===== Given entries =====

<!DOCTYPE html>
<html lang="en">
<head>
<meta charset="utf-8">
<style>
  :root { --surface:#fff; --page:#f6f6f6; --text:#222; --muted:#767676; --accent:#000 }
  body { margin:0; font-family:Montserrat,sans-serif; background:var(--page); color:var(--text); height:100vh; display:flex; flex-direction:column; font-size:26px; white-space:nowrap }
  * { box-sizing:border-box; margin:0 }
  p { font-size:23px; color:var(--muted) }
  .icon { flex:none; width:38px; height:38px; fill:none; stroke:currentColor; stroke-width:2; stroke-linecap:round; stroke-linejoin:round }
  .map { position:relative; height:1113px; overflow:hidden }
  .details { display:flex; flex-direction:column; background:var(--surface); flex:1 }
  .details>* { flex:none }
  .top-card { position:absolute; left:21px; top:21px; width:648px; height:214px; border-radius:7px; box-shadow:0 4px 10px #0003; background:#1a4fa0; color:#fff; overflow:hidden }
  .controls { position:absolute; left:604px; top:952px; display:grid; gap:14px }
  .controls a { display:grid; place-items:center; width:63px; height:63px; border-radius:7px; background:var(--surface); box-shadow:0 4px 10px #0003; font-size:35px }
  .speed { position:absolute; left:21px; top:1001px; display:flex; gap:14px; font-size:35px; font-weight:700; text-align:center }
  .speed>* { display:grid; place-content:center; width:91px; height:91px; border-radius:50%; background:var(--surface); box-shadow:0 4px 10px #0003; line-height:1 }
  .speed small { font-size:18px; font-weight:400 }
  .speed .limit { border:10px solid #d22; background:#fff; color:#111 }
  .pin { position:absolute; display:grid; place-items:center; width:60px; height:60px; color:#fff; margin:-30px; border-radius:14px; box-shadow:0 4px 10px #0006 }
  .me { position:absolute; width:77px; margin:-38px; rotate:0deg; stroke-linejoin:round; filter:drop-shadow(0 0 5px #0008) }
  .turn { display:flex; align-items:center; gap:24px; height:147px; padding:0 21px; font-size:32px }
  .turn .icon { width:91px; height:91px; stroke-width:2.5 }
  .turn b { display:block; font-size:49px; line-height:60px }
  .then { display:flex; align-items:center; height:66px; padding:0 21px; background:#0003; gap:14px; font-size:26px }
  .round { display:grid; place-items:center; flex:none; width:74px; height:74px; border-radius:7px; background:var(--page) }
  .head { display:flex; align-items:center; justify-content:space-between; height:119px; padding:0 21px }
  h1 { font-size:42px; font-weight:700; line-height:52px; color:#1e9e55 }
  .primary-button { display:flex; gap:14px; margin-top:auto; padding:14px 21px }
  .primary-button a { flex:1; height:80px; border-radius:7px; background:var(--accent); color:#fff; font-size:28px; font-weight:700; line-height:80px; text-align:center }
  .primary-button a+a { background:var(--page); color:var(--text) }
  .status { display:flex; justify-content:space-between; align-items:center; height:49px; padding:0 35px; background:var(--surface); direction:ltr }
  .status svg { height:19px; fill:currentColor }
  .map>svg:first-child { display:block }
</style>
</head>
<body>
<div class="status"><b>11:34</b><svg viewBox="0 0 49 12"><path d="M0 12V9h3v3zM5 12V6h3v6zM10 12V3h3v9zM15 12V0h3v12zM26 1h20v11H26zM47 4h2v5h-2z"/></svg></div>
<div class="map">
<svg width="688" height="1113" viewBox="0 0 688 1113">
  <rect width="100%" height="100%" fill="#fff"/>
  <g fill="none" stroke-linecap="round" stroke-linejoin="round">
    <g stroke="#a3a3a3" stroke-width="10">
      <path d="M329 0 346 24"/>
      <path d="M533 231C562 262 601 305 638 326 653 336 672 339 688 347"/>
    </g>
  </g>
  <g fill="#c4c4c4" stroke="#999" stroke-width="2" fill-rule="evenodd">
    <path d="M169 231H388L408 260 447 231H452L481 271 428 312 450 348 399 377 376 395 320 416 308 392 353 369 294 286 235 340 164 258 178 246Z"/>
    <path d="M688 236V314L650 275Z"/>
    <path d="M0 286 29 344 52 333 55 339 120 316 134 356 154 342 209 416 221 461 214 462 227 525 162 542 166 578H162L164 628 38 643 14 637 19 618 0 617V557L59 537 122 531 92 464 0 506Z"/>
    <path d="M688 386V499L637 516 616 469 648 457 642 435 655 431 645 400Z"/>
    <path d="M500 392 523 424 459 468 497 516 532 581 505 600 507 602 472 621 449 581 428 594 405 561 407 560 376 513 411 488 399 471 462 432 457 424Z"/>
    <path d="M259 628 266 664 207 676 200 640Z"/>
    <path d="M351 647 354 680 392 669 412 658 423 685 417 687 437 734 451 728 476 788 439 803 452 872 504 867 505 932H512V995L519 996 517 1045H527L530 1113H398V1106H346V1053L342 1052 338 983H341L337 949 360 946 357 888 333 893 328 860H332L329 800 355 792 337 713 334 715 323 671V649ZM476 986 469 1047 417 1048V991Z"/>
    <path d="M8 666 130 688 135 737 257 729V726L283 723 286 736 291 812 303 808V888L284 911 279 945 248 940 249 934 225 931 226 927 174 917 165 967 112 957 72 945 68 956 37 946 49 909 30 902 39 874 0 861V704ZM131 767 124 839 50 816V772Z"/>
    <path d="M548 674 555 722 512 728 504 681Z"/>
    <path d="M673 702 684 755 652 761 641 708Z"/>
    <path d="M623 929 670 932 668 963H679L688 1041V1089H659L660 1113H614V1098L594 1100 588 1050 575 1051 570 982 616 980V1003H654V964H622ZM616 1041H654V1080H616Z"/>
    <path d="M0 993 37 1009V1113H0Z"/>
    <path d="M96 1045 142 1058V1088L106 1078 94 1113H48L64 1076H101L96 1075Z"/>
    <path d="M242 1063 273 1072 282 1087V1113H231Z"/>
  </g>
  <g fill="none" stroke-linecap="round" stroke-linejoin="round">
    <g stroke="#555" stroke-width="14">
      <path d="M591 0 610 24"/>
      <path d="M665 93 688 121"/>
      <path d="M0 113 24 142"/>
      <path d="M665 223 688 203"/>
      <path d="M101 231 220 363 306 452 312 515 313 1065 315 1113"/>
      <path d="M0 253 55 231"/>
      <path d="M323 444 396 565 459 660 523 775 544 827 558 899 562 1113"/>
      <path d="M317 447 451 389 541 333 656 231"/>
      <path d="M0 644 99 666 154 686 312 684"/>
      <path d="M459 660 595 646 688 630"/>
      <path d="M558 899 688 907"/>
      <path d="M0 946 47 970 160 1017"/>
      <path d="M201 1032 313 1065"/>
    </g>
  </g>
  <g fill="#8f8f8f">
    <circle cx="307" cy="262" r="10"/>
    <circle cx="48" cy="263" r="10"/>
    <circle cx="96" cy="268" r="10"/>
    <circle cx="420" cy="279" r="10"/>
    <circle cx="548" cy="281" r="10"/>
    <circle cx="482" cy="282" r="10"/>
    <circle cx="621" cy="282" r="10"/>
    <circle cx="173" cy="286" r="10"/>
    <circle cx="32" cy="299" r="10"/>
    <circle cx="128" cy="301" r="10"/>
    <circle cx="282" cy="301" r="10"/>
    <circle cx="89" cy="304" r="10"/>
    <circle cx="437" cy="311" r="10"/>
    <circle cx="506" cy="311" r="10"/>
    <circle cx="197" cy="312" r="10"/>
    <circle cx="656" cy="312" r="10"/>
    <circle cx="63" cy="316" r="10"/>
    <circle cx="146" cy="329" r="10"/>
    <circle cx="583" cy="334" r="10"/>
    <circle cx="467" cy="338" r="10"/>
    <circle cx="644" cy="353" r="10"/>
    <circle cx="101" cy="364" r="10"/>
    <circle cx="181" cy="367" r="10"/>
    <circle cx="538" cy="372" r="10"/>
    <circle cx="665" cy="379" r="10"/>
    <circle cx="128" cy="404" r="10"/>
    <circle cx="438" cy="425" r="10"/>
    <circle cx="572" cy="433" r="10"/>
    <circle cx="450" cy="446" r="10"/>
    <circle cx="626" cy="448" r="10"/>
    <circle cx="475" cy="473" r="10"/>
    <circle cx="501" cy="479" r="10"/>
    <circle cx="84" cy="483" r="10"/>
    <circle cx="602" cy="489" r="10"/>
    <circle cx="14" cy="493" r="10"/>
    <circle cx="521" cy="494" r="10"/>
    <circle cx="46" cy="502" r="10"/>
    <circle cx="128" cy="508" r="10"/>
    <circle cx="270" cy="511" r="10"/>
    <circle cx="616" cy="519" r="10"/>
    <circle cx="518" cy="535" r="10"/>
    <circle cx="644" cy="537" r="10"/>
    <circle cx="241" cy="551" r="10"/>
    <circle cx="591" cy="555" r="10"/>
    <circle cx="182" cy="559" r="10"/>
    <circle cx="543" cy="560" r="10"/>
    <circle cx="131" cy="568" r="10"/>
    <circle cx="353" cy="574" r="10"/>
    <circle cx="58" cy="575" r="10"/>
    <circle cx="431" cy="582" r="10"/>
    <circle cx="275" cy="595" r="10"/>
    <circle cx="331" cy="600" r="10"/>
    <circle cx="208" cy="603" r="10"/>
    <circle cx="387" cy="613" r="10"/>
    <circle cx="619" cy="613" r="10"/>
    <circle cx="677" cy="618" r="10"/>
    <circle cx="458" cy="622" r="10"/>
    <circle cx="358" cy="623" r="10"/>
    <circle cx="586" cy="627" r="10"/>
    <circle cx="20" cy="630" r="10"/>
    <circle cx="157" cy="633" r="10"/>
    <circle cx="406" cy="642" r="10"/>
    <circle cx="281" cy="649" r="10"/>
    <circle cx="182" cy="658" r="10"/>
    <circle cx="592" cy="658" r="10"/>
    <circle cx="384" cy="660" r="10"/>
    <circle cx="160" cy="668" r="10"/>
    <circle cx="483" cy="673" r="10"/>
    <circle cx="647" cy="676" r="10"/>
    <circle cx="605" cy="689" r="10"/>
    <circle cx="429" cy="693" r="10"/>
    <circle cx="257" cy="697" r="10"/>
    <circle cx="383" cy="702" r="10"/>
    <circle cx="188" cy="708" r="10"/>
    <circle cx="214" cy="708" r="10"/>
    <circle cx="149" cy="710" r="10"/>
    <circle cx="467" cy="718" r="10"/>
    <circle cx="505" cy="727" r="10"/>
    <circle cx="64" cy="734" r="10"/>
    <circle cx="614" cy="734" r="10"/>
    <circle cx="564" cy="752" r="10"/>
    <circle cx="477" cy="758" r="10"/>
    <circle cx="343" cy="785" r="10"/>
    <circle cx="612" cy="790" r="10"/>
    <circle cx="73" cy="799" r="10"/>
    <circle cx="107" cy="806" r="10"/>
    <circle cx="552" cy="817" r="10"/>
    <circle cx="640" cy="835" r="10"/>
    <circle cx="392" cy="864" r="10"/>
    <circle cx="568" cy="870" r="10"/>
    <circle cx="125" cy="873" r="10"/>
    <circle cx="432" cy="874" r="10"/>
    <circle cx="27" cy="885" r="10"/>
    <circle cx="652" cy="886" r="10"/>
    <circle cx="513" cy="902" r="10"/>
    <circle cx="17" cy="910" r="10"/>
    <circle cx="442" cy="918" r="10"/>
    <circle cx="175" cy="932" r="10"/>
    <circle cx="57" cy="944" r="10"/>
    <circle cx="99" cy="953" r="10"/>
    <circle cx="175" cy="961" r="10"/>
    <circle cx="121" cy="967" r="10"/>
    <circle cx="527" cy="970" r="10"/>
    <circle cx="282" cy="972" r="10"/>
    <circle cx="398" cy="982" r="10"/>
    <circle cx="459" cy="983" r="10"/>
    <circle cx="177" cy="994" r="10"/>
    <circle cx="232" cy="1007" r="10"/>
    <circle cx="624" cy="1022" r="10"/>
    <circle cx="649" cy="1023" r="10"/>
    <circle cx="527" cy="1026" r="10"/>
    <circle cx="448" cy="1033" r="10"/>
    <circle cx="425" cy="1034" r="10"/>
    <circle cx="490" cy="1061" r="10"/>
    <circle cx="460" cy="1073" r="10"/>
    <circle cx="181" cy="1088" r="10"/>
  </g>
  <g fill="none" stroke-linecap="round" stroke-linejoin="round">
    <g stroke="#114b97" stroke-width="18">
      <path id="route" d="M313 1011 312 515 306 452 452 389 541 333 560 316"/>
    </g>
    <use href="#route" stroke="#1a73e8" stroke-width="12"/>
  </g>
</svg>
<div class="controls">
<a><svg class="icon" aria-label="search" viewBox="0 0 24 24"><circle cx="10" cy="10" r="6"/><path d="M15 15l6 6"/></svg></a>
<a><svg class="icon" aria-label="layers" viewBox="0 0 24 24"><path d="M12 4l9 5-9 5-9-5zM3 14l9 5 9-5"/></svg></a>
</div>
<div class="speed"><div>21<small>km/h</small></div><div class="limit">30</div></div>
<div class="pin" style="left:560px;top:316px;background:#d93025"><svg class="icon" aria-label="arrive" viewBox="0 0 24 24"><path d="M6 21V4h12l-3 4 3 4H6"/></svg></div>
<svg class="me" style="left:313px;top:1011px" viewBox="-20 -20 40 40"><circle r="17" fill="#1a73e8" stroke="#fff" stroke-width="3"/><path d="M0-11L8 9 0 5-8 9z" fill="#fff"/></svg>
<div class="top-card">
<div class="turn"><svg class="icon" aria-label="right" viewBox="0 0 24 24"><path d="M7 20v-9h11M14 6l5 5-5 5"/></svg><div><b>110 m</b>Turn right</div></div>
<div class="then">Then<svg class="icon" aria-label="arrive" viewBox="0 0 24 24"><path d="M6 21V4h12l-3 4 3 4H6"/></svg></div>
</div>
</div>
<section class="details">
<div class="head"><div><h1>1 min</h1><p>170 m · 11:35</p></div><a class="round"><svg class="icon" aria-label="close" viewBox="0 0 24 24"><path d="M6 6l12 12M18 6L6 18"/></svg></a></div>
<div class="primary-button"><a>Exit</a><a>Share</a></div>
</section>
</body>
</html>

=====

> _Work instructions_
Look over the listing and return each line that holds "controls".

> _Result of the exercise_
  .controls { position:absolute; left:604px; top:952px; display:grid; gap:14px }
  .controls a { display:grid; place-items:center; width:63px; height:63px; border-radius:7px; background:var(--surface); box-shadow:0 4px 10px #0003; font-size:35px }
<div class="controls">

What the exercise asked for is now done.